Not many people would suspect cinnamon of having a slew of medical benefits, but it actually does. The American Journal of Clinical Nutrition found that a teaspoon of cinnamon added to a largely starchy meal, like oats, can help combat insulin spikes and stabilize blood glucose levels. The antioxidants in cinnamon, called polyphenols, have been proven to improve your body’s ability to store fat and manage hunger by way of improving insulin sensitivity.
Ruby red grapefruits are much richer in antioxidants then their white counterparts, thus making them the better choice, especially for diabetics. Because of its high levels of vitamin C and soluble fiber, the American Diabetes Association has put ruby red grapefruit on their list of superfoods. Studies have shown the these fruits can lower “bad” LDL cholesterol levels and increase “good” HDL cholesterol levels.
The konjac root is grown in Japan and processed into noodles or rice call shirataki. Shiritaki is high in glucomannan, a viscous fiber that can lower blood sugar by slowing the passage of food through the digestive tract and increase feelings of fullness. Additionally, it has been shown to lower blood glucose levels and reduce risk factors for heart disease in those with metabolic syndrome and diabetes.
Extra Virgin Olive Oil
Extra virgin olive oil is a great addition to any diet, but a diabetic’s especially. Over 32 studies on the effects of different types of fat on heart health were analyzed, and olive oil was the only one that was shown to reduce the risk of heart disease. Olive oil also contains polyphenols, which protect the lining in your blood vessels and reduce inflammation.
Most vegetables are healthy in one way or another, but squash is one of the healthiest. Studies in animals ingesting squash extract showed reduced levels of both obesity and insulin levels. The little amount of research done on humans with this extract suggests that it could provide a tremendous reduction in blood sugar levels. Like other vegetables, squash contains high levels of antioxidants.

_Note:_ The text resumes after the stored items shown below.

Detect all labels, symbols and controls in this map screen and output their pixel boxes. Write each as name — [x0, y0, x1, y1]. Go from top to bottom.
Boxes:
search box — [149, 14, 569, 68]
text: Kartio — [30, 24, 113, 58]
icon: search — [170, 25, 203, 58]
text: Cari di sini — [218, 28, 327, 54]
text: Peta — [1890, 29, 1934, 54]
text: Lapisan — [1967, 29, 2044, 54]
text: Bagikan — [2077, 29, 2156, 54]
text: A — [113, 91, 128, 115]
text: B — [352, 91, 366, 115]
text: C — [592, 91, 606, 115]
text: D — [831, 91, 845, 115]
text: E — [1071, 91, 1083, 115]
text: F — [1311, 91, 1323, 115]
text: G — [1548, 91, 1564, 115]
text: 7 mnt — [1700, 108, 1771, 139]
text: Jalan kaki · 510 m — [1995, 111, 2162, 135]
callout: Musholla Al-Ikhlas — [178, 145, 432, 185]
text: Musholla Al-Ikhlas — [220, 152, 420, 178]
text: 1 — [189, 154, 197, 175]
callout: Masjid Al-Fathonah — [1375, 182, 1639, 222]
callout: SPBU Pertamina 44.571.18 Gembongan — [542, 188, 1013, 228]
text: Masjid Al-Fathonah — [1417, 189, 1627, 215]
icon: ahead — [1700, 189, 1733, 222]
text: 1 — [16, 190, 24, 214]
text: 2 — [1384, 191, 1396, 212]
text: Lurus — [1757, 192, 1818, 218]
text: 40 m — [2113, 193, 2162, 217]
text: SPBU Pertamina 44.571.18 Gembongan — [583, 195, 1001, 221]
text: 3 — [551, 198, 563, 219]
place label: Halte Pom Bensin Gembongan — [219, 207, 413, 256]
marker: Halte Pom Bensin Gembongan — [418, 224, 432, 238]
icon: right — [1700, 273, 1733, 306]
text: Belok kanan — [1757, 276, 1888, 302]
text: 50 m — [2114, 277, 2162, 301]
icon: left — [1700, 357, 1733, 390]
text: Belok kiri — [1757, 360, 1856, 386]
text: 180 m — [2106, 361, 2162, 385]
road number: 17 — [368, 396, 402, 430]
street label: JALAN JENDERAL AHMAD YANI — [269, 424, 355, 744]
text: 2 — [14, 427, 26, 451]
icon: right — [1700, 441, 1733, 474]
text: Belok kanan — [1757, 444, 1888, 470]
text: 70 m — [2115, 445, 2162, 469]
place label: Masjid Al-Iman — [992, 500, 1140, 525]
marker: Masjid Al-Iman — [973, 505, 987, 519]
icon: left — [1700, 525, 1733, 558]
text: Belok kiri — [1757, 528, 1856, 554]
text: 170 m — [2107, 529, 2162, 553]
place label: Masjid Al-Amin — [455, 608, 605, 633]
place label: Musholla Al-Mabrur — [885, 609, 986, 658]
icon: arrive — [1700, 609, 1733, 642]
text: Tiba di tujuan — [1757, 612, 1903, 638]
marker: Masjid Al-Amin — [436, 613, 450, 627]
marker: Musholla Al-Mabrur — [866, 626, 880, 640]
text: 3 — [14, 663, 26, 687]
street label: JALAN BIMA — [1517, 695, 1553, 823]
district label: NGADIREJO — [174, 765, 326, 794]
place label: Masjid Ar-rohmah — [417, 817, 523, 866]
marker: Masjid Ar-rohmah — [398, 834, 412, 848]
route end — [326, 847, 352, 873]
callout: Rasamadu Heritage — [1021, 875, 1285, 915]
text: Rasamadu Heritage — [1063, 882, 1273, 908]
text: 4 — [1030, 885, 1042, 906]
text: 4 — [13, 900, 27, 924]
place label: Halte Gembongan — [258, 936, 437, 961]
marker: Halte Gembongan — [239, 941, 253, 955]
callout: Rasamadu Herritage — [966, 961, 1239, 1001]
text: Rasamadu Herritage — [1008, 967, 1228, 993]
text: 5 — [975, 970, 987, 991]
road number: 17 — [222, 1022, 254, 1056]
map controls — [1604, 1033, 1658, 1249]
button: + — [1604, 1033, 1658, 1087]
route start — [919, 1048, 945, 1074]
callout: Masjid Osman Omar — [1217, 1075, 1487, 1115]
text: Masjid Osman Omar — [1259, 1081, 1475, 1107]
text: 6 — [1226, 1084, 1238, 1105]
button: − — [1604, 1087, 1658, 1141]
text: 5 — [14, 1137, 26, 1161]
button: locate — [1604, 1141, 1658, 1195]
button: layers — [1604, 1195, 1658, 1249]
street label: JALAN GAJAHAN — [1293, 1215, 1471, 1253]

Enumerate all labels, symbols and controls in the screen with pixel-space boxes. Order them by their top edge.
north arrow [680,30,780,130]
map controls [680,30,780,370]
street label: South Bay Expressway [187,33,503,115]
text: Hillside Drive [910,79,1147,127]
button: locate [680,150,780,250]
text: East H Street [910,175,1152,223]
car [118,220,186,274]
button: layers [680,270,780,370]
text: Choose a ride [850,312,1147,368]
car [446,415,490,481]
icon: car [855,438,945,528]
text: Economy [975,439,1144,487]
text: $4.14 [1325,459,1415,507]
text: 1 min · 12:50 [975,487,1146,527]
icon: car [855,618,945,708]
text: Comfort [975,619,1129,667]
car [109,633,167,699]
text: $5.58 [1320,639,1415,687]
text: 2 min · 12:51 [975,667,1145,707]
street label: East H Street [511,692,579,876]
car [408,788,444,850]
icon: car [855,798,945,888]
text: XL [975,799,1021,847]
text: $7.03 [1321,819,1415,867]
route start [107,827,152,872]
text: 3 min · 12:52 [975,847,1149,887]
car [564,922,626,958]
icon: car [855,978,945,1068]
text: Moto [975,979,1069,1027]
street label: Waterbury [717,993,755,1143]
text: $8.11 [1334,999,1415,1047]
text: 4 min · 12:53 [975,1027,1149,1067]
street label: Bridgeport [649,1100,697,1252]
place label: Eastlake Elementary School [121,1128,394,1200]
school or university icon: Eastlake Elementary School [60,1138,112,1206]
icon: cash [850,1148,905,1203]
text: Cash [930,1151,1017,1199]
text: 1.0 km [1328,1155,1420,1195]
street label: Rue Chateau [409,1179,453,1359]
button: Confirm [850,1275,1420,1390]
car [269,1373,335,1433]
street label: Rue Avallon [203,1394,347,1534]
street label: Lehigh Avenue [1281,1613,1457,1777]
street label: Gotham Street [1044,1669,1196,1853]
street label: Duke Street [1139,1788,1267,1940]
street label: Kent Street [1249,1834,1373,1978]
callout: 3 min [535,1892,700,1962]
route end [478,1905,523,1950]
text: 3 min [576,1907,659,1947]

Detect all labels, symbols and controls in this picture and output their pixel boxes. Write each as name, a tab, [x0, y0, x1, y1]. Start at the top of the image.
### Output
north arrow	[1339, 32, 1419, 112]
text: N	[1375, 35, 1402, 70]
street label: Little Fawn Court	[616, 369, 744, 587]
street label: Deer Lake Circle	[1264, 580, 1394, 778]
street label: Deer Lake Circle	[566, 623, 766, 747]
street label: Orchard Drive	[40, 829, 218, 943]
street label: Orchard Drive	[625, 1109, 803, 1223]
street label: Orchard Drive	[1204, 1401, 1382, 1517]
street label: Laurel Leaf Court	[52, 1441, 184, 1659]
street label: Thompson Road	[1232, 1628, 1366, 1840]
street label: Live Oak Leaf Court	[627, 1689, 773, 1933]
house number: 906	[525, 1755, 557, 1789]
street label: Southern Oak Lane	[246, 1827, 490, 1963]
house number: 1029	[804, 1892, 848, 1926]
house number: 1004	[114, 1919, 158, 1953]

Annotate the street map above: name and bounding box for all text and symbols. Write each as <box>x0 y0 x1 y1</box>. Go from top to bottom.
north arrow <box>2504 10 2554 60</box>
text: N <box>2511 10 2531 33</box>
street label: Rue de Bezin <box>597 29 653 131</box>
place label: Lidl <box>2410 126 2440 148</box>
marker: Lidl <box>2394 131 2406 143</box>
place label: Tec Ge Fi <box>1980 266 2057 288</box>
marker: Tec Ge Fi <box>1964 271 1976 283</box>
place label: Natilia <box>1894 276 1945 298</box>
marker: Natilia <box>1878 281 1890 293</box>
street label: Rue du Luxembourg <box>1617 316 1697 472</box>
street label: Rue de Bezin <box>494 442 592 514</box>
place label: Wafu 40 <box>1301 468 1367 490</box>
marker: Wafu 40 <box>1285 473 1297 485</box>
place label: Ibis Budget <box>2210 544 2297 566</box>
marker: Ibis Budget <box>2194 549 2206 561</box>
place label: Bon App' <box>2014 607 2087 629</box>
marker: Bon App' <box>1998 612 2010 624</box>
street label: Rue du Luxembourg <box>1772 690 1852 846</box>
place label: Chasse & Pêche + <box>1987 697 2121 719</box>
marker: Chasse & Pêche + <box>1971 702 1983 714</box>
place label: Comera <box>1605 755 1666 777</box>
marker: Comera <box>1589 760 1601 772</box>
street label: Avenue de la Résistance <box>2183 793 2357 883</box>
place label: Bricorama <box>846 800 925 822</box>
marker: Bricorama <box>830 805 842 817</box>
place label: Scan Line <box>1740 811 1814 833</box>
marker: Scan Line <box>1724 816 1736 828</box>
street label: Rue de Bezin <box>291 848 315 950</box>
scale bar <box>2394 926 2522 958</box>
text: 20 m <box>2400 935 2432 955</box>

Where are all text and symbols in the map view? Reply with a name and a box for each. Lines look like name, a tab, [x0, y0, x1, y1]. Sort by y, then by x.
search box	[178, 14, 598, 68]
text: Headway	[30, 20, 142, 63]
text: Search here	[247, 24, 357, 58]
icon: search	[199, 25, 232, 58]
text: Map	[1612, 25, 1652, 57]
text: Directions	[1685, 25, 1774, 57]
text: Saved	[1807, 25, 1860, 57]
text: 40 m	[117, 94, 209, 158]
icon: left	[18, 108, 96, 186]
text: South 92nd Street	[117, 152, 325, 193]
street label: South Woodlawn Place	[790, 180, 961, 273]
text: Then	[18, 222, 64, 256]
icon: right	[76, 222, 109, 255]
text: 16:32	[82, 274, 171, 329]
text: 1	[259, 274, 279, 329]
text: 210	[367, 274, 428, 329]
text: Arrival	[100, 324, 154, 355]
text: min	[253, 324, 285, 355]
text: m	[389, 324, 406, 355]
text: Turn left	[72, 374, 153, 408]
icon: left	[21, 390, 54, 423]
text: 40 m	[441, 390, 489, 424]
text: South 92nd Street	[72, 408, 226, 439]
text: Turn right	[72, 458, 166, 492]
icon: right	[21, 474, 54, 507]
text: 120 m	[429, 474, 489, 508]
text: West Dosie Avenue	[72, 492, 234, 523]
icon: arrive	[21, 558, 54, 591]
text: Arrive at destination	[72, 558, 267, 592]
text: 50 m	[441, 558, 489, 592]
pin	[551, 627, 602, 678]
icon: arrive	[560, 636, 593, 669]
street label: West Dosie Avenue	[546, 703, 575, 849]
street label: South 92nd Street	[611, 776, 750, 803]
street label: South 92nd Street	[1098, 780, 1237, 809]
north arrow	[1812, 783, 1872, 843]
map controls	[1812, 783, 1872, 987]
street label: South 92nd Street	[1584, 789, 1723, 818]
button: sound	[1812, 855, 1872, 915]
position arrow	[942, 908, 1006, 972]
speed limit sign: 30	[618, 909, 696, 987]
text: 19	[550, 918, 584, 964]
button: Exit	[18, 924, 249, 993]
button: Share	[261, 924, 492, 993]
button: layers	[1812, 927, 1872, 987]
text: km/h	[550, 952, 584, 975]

The antioxidants in cranberries may lower the risk of heart disease by way of reducing “bad” LDL cholesterol, maintaining “good” HDL cholesterol, and lowering a person’s blood pressure. Cranberries are also rich in anthocyanins, which can reduce insulin levels and cholesterol after a meal. Given the benefits of cranberries, it’s a wonder people usually reserve them for the holidays.
Onions, specifically red ones, are a great addition to any burger, sandwich, or salad, because they’re higher in antioxidants than yellow or white onions. They’re great for heart health as well, as they’re a reliable source of fiber, folate, and potassium. Onions are high in flavonoids, which has made them a point of interest in studying cancer and cardiovascular diseases, as well as chronic illnesses such as asthma.